Strategy migration is possible with an ALTER TABLE statement. The change applies to future compactions; existing SSTables are not rewritten immediately. However, the new strategy may still initiate large compaction jobs as it restructures existing data, which can saturate disk I/O for hours or days. Do not change strategies during an incident. If you must migrate from STCS to LCS, plan the operation during a maintenance window when you can tolerate the write amplification cost of the initial level buildup.
Signals to watch in production
| Signal | Why it matters | Warning sign |
|---|---|---|
| Pending compactions trend | Leading indicator of compaction debt | Increasing over 4 or more hours; STCS can spike to hundreds transiently, but LCS should stay low |
| SSTable count per table | Direct measure of read amplification | STCS sustained high count; LCS growing L0 count or total count rising steadily |
| Disk space free | Compaction needs temporary space to write merged files | Below strategy-specific headroom: STCS below 50 percent, LCS below 30 percent, TWCS below 20 percent |
| Disk I/O utilization | Compaction competes with reads and flushes for the same devices | Above 80 percent sustained |
| Tombstone scan warnings | Indicates TWCS window corruption or repair gaps | Sustained log entries or aborted reads |
Watch the trend, not the absolute value. A pending compaction count that rises from 10 to 30 over six hours is more significant than a stable count of 50. For LCS, watch L0 SSTable count. For STCS, watch the size of the largest tier relative to free disk. In TWCS, check nodetool compactionstats for compaction activity on closed windows that should be idle.
How Netdata helps
- Correlate pending compactions with per-device disk I/O utilization and P99 read latency to spot a compaction death spiral before it triggers client timeouts.

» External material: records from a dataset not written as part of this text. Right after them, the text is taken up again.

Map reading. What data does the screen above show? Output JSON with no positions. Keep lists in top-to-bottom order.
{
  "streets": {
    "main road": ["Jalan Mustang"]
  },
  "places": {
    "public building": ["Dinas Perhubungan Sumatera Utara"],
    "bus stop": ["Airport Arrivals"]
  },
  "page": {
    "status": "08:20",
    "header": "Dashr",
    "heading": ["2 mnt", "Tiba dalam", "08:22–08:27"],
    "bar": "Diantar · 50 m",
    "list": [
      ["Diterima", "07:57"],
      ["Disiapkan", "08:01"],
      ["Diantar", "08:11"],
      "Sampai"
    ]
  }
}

- Apply strategy-specific thresholds to SSTable count and disk space alerts. An STCS node at 60 percent full is an emergency; an LCS node at 60 percent is not.
- Track JVM heap usage and GC pause duration alongside compaction metrics. Compaction backlog increases heap pressure from SSTable metadata, and long GC pauses can masquerade as compaction stalls.
- Use per-node comparison charts to detect asymmetric compaction backlog, where one node falls behind peers due to a hot partition or local disk degradation.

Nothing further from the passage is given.